What the task requires – Below is a block of records; reproduce all of them exactly and leave out any pictures.

╭─ Stored data

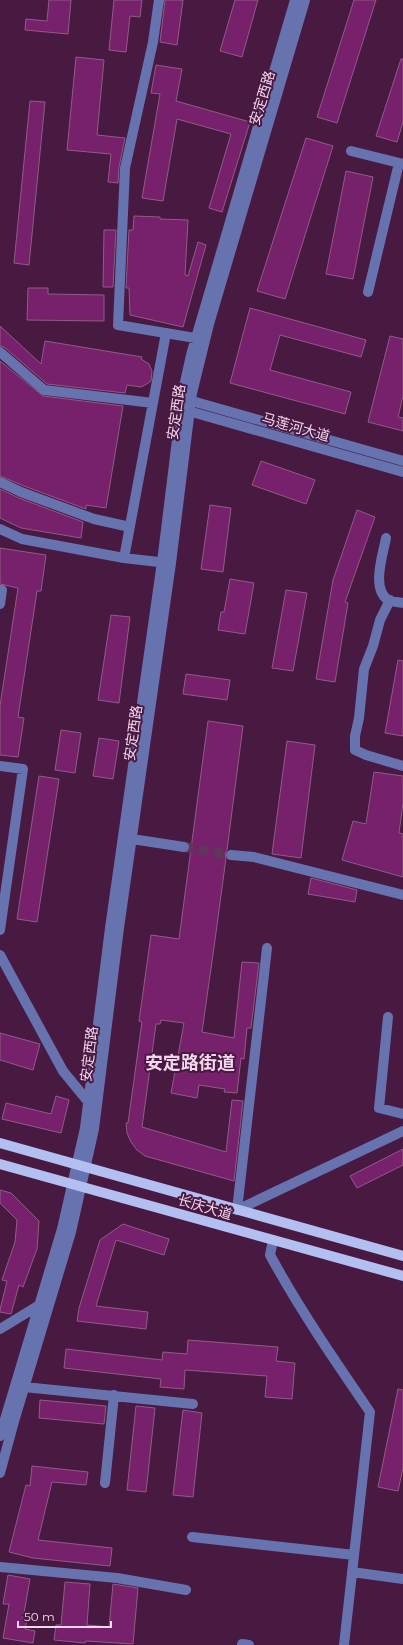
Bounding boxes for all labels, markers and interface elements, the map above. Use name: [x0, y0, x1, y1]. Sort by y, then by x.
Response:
street label: 安定西路: [245, 69, 279, 127]
street label: 安定西路: [163, 383, 189, 441]
street label: 马莲河大道: [260, 409, 332, 445]
street label: 安定西路: [120, 704, 146, 762]
street label: 安定西路: [77, 1025, 101, 1083]
district label: 安定路街道: [145, 1052, 235, 1074]
street label: 长庆大道: [176, 1191, 234, 1223]
scale bar: [18, 1603, 111, 1629]
text: 50 m: [24, 1609, 55, 1624]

╰─

Exercise response –
Bounding boxes for all labels, markers and interface elements, the map above. Use name: [x0, y0, x1, y1]. Sort by y, then by x.
Response:
street label: 安定西路: [245, 69, 279, 127]
street label: 安定西路: [163, 383, 189, 441]
street label: 马莲河大道: [260, 409, 332, 445]
street label: 安定西路: [120, 704, 146, 762]
street label: 安定西路: [77, 1025, 101, 1083]
district label: 安定路街道: [145, 1052, 235, 1074]
street label: 长庆大道: [176, 1191, 234, 1223]
scale bar: [18, 1603, 111, 1629]
text: 50 m: [24, 1609, 55, 1624]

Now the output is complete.